Il y a tellement à écrire sur le quotidien que j'en perds le sens des priorités. Je sélectionne deux aspects des journées qui précèdent : les années 1970
arméniennes et la glace.
Hier soir dans les rues de Téhéran nous étions à la recherche du club arménien. 1h30 peut-être nous avons erré. En demandant dans une épicerie ouverte notre chemin, nous avons du encore justifier
notre présence en Iran auprès d'un jeune bien incrédule : pourquoi sommes-nous venus en Iran, nous qui sommes si libres et pleins de téléphones portables dernier cri en Europe? Je ne sais pas
s'il a compris nos arguments mais, après 20 minutes de discussion, nous avons échangé nos numéros.
Derrière une porte que rien ne distingue d'une autre il y a enfin le club arménien. C'est un lieu assez extraordinaire à Téhéran où, en contrepartie de l'interdiction qu'ont les musulmans d'y
pénétrer, les femmes peuvent manger non voilées (tout cela est fixé parait-il par décret gouvernemental).

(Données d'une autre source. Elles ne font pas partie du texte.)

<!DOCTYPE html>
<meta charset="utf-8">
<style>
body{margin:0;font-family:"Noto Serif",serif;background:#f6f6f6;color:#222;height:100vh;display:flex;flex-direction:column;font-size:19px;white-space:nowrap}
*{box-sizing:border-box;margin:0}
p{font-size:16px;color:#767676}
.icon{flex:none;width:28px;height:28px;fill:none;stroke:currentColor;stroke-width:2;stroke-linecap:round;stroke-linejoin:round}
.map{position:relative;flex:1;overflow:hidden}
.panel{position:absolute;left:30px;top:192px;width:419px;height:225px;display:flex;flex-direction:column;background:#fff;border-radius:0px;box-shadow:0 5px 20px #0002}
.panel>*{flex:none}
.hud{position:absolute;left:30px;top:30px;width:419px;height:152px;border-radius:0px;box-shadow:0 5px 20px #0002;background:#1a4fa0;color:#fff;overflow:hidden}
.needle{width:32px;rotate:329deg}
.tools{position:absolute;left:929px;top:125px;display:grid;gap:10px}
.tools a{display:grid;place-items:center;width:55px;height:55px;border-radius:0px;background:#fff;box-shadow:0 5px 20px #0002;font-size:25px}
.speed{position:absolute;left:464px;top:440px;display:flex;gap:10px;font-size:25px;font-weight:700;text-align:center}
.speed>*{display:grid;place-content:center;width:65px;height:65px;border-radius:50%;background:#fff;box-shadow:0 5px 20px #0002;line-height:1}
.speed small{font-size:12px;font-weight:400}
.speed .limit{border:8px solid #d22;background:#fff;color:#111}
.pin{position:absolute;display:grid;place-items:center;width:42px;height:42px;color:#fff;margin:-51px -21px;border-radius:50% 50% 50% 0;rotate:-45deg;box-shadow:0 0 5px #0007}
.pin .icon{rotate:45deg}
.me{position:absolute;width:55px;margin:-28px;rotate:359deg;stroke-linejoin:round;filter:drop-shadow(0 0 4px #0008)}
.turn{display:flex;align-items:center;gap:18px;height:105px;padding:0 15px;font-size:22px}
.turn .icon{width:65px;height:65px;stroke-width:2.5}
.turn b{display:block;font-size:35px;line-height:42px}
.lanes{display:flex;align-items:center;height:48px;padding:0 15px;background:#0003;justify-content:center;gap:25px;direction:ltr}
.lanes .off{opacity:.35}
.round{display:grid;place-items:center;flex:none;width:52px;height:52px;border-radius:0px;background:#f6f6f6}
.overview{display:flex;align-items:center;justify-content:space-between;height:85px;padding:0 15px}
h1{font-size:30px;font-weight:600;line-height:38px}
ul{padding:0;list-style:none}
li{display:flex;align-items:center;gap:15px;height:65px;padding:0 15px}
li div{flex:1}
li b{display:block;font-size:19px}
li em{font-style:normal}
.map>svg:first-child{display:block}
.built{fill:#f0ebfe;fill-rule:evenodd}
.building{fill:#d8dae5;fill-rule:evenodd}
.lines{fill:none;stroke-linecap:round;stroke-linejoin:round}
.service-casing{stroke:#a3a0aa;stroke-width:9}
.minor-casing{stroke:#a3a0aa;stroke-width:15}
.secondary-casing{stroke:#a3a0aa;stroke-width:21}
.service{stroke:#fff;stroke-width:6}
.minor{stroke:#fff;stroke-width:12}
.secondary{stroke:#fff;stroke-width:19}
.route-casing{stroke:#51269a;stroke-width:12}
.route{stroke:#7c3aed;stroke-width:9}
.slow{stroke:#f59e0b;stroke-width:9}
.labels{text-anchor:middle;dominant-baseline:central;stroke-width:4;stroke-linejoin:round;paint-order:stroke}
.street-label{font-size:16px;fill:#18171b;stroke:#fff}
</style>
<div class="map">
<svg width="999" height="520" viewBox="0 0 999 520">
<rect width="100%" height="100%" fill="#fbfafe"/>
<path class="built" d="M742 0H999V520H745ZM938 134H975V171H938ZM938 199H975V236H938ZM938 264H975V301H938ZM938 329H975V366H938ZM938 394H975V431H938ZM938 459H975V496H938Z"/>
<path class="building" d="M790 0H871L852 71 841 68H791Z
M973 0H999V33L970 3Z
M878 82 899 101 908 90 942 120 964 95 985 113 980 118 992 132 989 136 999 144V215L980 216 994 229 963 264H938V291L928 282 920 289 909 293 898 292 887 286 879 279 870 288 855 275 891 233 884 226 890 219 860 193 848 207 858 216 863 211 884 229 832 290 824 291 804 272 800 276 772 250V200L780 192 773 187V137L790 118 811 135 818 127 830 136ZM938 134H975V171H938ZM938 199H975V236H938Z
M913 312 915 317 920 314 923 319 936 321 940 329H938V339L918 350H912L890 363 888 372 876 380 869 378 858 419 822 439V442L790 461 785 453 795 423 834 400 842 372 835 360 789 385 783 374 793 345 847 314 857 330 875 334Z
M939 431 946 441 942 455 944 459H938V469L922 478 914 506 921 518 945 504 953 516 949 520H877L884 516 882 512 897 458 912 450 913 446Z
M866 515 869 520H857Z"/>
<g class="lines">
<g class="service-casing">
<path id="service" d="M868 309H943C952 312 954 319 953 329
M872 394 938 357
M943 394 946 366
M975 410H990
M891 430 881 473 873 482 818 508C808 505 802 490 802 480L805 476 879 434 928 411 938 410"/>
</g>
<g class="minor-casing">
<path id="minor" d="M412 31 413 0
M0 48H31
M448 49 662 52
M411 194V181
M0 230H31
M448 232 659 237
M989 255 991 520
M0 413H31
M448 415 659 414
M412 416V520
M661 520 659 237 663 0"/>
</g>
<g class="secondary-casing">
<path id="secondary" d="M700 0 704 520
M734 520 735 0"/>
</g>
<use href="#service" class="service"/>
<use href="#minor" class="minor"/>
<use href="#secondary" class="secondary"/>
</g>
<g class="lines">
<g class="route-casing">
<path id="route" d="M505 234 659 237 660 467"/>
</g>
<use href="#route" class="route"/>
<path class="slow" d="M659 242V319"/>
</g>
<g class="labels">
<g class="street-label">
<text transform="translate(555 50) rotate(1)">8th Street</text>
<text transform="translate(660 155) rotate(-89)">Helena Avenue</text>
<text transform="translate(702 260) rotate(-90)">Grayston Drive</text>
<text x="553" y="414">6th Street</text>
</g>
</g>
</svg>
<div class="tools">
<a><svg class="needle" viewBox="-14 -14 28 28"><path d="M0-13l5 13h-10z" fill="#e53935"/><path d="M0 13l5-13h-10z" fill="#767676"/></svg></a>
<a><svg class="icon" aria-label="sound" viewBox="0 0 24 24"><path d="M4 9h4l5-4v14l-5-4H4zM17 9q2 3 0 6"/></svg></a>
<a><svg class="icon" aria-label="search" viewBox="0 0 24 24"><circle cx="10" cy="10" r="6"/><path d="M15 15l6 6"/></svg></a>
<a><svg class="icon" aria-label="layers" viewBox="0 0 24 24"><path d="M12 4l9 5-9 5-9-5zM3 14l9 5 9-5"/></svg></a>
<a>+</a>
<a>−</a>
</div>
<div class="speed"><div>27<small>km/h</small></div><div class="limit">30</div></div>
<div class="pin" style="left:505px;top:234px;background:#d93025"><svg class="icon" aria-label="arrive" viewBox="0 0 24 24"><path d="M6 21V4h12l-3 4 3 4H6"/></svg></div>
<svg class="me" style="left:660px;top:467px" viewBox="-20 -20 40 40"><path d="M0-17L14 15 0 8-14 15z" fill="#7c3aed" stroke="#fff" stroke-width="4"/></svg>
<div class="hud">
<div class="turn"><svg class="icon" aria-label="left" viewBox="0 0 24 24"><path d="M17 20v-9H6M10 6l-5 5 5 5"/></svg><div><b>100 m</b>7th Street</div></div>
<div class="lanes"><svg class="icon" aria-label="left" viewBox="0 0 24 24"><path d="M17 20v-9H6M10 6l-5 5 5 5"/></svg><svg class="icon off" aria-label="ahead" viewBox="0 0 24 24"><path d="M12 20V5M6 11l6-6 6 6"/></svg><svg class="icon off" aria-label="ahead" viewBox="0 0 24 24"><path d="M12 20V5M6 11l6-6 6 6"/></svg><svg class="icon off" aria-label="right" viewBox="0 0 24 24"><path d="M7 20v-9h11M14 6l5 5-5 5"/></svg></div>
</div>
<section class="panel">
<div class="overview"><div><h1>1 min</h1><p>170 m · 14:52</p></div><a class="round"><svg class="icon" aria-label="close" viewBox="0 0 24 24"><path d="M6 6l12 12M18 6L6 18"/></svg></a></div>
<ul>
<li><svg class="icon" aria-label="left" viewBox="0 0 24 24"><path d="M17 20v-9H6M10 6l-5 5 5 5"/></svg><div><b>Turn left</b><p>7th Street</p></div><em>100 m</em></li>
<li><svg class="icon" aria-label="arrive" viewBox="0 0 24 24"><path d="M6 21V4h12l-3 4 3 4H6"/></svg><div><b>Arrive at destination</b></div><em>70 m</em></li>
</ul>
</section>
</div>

Après avoir emprunté l'épais tapis que des barres dorées fixent sur l'escalier, nous arrivons dans le vestiaire. Une jeune femme avachie, les cheveux étrangement libres, semble installée depuis
l'éternité dans un décor de moquette vert foncé et de boiserie. Dans le deuxième salon, des hommes conversent dans des fauteuils en cuir d'un vert démodé. Un escalier en bois part vers
l'étage, un serveur en veston et aux yeux bleus nous salue, on entend déjà les notes du synthétiseur qui rythmeront notre diner. Il y a dans l'air l'intrigue d'un roman d'Agatha
Christie ou l'athomosphère d'une maison bien fermée dans les années 1950. Je me sens bien, immédiatement.
On nous place sur une table centrale, à quelques mètres du vieil homme qui joue "Besa me mucho" sur le synthétiseur camouflé dans un caisson de bois. Nous avons chacun deux couteaux et deux
fourchettes, de la vaisselle au nom des lieux et une serviette pliée savamment. Comment pourrait-on être aujourd'hui? A notre droite une table accueille des gens très beaux. Une vielle dame
arménienne au regard un peu triste retient ses cheveux épais et bouclés dans un peigne. A sa gauche, une femme plus jeune, sa fille peut être, est vêtue d'une robe rose pâle sur laquelle tombent
des cheveux noirs. Une table un peu plus loin, quatre hommes russes parlent fort, on les imagine traitant d'affaires illicites. Une autre table enfin ou des hommes arméniens parlent en
persan, applaudissent à la fin de chaque morceau et semblent bien joyeux pour être honnêtes. Rien dans ces lieux et chez ceux qui l'occupent ne semble avoir changé depuis les années 1970.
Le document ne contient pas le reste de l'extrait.